# WORK INSTRUCTIONS
Stop at the line that contains "translate:-50% -50%; white-space:nowrap;". Until then, set down each line of the records exactly, beginning with the first, and skip pictures.
** DATA TO PROCESS follows **
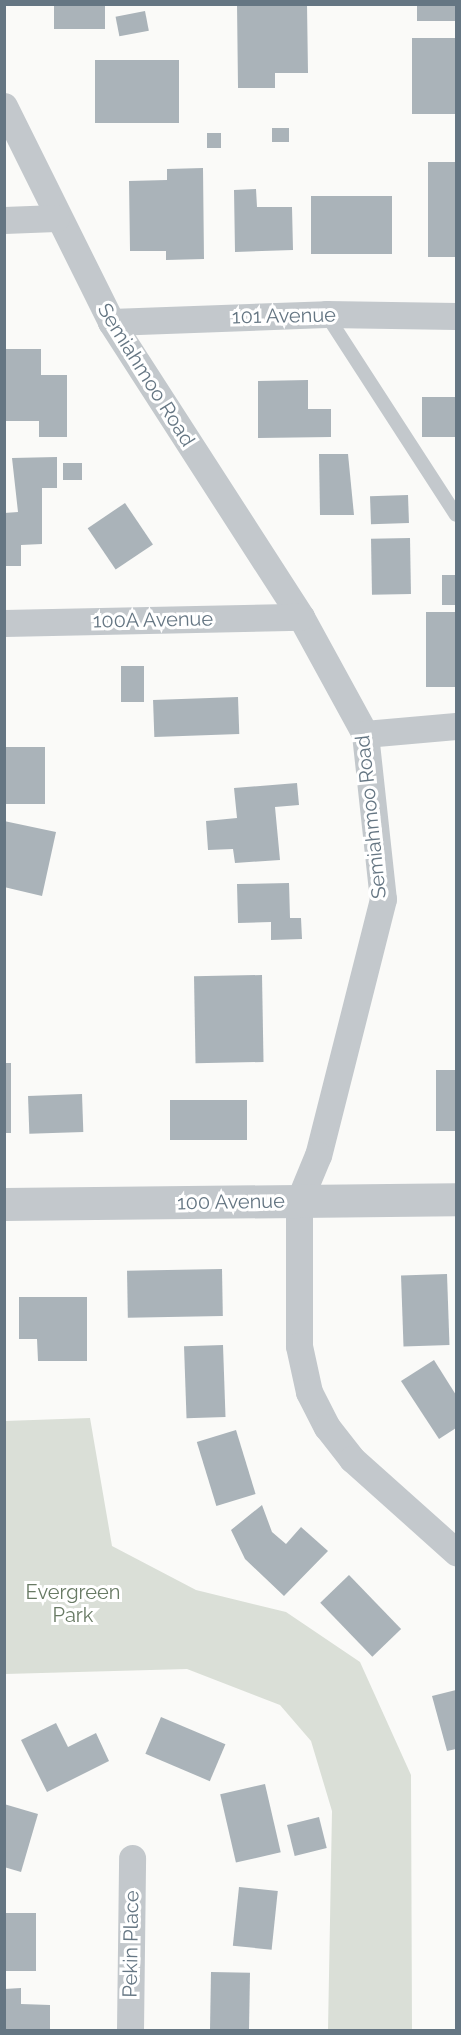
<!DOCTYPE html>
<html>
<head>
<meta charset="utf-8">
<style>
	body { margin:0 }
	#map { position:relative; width:461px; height:2035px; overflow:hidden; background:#fafaf8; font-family:Raleway,sans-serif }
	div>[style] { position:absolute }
	.green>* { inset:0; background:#dadfd7 }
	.building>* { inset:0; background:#aab3b9; transform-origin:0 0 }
	.service>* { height:14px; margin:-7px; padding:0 7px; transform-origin:7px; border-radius:7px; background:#c3c8cc }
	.minor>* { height:27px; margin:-13.5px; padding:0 13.5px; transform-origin:13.5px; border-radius:13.5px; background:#c3c8cc }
	.tertiary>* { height:33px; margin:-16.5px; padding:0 16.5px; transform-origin:16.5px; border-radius:16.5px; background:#c3c8cc }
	span { translate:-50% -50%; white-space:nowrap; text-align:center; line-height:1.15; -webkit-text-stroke:6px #fff; paint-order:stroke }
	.street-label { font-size:20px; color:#657683 }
	.park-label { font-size:20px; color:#687a64 }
	.frame { position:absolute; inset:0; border:6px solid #657683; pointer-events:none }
</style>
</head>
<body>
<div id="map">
	<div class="green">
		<i style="clip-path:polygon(90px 1418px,112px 1546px,196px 1590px,286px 1612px,360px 1662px,411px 1775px,412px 2030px,328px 2030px,332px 1811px,311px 1741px,280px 1705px,187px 1669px,5px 1674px,5px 1421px)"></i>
	</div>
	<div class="building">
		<i style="left:54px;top:4px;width:51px;height:25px"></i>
		<i style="clip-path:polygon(237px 4px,307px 4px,308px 73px,275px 73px,275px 88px,238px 88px)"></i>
		<i style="left:417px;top:4px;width:39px;height:17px"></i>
		<i style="left:145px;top:11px;width:20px;height:30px;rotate:79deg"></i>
		<i style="left:456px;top:38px;width:76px;height:44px;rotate:90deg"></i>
		<i style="left:95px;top:60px;width:84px;height:63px"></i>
		<i style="left:272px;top:128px;width:17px;height:14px"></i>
		<i style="left:207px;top:133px;width:14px;height:15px"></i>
		<i style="left:428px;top:162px;width:28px;height:95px"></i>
		<i style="clip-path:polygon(203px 168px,204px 259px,166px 260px,166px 251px,130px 251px,129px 181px,167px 180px,167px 169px)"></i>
		<i style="clip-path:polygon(256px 189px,257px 207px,292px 207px,293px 250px,235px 252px,234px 190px)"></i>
		<i style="left:311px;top:196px;width:81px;height:58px"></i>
		<i style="clip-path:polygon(4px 349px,41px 349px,41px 375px,67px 375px,67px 437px,39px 437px,39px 421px,4px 421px)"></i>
		<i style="clip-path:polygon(308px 380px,308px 409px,331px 409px,331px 437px,258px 438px,258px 381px)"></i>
		<i style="left:456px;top:397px;width:40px;height:34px;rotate:90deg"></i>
		<i style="clip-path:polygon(319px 454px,348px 454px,354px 515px,320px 515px)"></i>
		<i style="clip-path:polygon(57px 457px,57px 488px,42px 488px,42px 544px,21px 545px,21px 566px,4px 566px,4px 513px,18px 512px,12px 458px)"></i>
		<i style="left:63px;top:463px;width:19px;height:17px"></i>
		<i style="left:408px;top:495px;width:28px;height:38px;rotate:88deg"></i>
		<i style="left:125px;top:503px;width:50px;height:45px;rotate:56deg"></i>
		<i style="left:410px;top:538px;width:56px;height:39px;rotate:89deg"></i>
		<i style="left:442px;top:575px;width:14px;height:30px"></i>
		<i style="left:426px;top:612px;width:30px;height:75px"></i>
		<i style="left:121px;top:666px;width:23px;height:36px"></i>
		<i style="left:238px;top:697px;width:37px;height:85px;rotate:88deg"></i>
		<i style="left:4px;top:747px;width:41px;height:57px"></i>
		<i style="clip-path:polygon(297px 783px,299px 805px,275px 807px,280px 860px,235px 863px,233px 849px,208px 850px,206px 821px,237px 818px,234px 788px)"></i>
		<i style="clip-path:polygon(4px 821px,56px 832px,42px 896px,4px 887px)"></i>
		<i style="clip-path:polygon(289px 883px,290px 918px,301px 918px,302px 939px,271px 940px,271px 922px,238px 923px,237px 884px)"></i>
		<i style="left:262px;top:975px;width:87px;height:68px;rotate:89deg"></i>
		<i style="left:4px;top:1063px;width:7px;height:70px"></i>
		<i style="left:436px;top:1070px;width:20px;height:61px"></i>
		<i style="left:82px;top:1094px;width:38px;height:54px;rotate:88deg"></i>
		<i style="left:247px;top:1100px;width:40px;height:77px;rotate:90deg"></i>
		<i style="left:222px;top:1269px;width:47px;height:95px;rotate:89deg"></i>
		<i style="left:447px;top:1274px;width:71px;height:46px;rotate:88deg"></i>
		<i style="clip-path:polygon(19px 1297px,87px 1297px,87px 1361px,38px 1361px,37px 1339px,19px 1339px)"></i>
		<i style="left:223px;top:1345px;width:72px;height:39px;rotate:88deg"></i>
		<i style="clip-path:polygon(434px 1360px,456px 1395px,456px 1428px,439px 1439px,401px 1381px)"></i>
		<i style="left:236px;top:1430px;width:67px;height:41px;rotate:73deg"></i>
		<i style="clip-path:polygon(262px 1505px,272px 1532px,286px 1544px,301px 1527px,328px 1551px,284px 1596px,245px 1559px,231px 1530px)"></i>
		<i style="left:349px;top:1575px;width:75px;height:40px;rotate:46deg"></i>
		<i style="clip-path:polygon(456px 1690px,456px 1749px,447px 1751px,432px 1696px)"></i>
		<i style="left:161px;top:1717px;width:70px;height:40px;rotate:23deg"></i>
		<i style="clip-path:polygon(56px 1723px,68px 1747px,96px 1733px,109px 1761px,47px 1792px,21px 1740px)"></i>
		<i style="left:265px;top:1784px;width:70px;height:46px;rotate:77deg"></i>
		<i style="clip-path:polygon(4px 1804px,38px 1814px,21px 1872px,4px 1867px)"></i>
		<i style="left:319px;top:1817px;width:32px;height:33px;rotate:76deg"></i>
		<i style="left:239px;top:1887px;width:39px;height:59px;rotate:6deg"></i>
		<i style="left:4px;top:1913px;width:32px;height:58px"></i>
		<i style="left:211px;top:1972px;width:39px;height:58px;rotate:1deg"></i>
		<i style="clip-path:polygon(21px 1988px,21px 2004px,50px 2005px,50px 2030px,4px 2030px,4px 1989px)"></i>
	</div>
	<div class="service">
		<i style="left:326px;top:314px;width:239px;rotate:57.1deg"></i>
	</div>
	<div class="minor">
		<i style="left:4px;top:106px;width:241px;rotate:63.6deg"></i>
		<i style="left:111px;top:322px;width:351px;rotate:57.2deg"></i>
		<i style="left:301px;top:617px;width:133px;rotate:61.3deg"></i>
		<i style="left:365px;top:734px;width:166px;rotate:83.8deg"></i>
		<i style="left:383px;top:899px;width:264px;rotate:104.2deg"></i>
		<i style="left:318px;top:1155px;width:50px;rotate:112.4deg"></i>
		<i style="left:299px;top:1201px;width:145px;rotate:90deg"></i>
		<i style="left:299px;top:1346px;width:47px;rotate:77.7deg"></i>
		<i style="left:309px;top:1392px;width:39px;rotate:63deg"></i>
		<i style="left:327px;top:1427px;width:41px;rotate:52deg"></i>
		<i style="left:352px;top:1459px;width:140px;rotate:41.8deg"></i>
		<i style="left:4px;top:220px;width:52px;rotate:-2.2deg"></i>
		<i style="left:111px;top:322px;width:215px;rotate:-2.1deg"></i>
		<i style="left:326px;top:314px;width:130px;rotate:0.9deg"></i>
		<i style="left:4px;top:623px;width:297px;rotate:-1.2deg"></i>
		<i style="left:365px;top:734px;width:91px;rotate:-5deg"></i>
		<i style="left:130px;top:2030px;width:172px;rotate:-89.3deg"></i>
	</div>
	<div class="tertiary">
		<i style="left:4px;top:1204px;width:452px;rotate:-0.6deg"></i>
	</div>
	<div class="street-label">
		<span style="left:284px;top:316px;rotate:-1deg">101 Avenue</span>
		<span style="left:146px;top:375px;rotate:58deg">Semiahmoo Road</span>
		<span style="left:153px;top:620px;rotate:-1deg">100A Avenue</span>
		<span style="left:371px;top:817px;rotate:-96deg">Semiahmoo Road</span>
		<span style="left:231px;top:1202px;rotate:-1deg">100 Avenue</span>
		<span style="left:131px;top:1944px;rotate:-89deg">Pekin Place</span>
	</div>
	<div class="park-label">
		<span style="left:73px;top:1604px">Evergreen<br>Park</span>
	</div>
	<div class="frame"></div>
</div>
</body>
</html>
** End of DATA TO PROCESS **
# WORKED SOLUTION
<!DOCTYPE html>
<html>
<head>
<meta charset="utf-8">
<style>
	body { margin:0 }
	#map { position:relative; width:461px; height:2035px; overflow:hidden; background:#fafaf8; font-family:Raleway,sans-serif }
	div>[style] { position:absolute }
	.green>* { inset:0; background:#dadfd7 }
	.building>* { inset:0; background:#aab3b9; transform-origin:0 0 }
	.service>* { height:14px; margin:-7px; padding:0 7px; transform-origin:7px; border-radius:7px; background:#c3c8cc }
	.minor>* { height:27px; margin:-13.5px; padding:0 13.5px; transform-origin:13.5px; border-radius:13.5px; background:#c3c8cc }
	.tertiary>* { height:33px; margin:-16.5px; padding:0 16.5px; transform-origin:16.5px; border-radius:16.5px; background:#c3c8cc }
	span { translate:-50% -50%; white-space:nowrap; text-align:center; line-height:1.15; -webkit-text-stroke:6px #fff; paint-order:stroke }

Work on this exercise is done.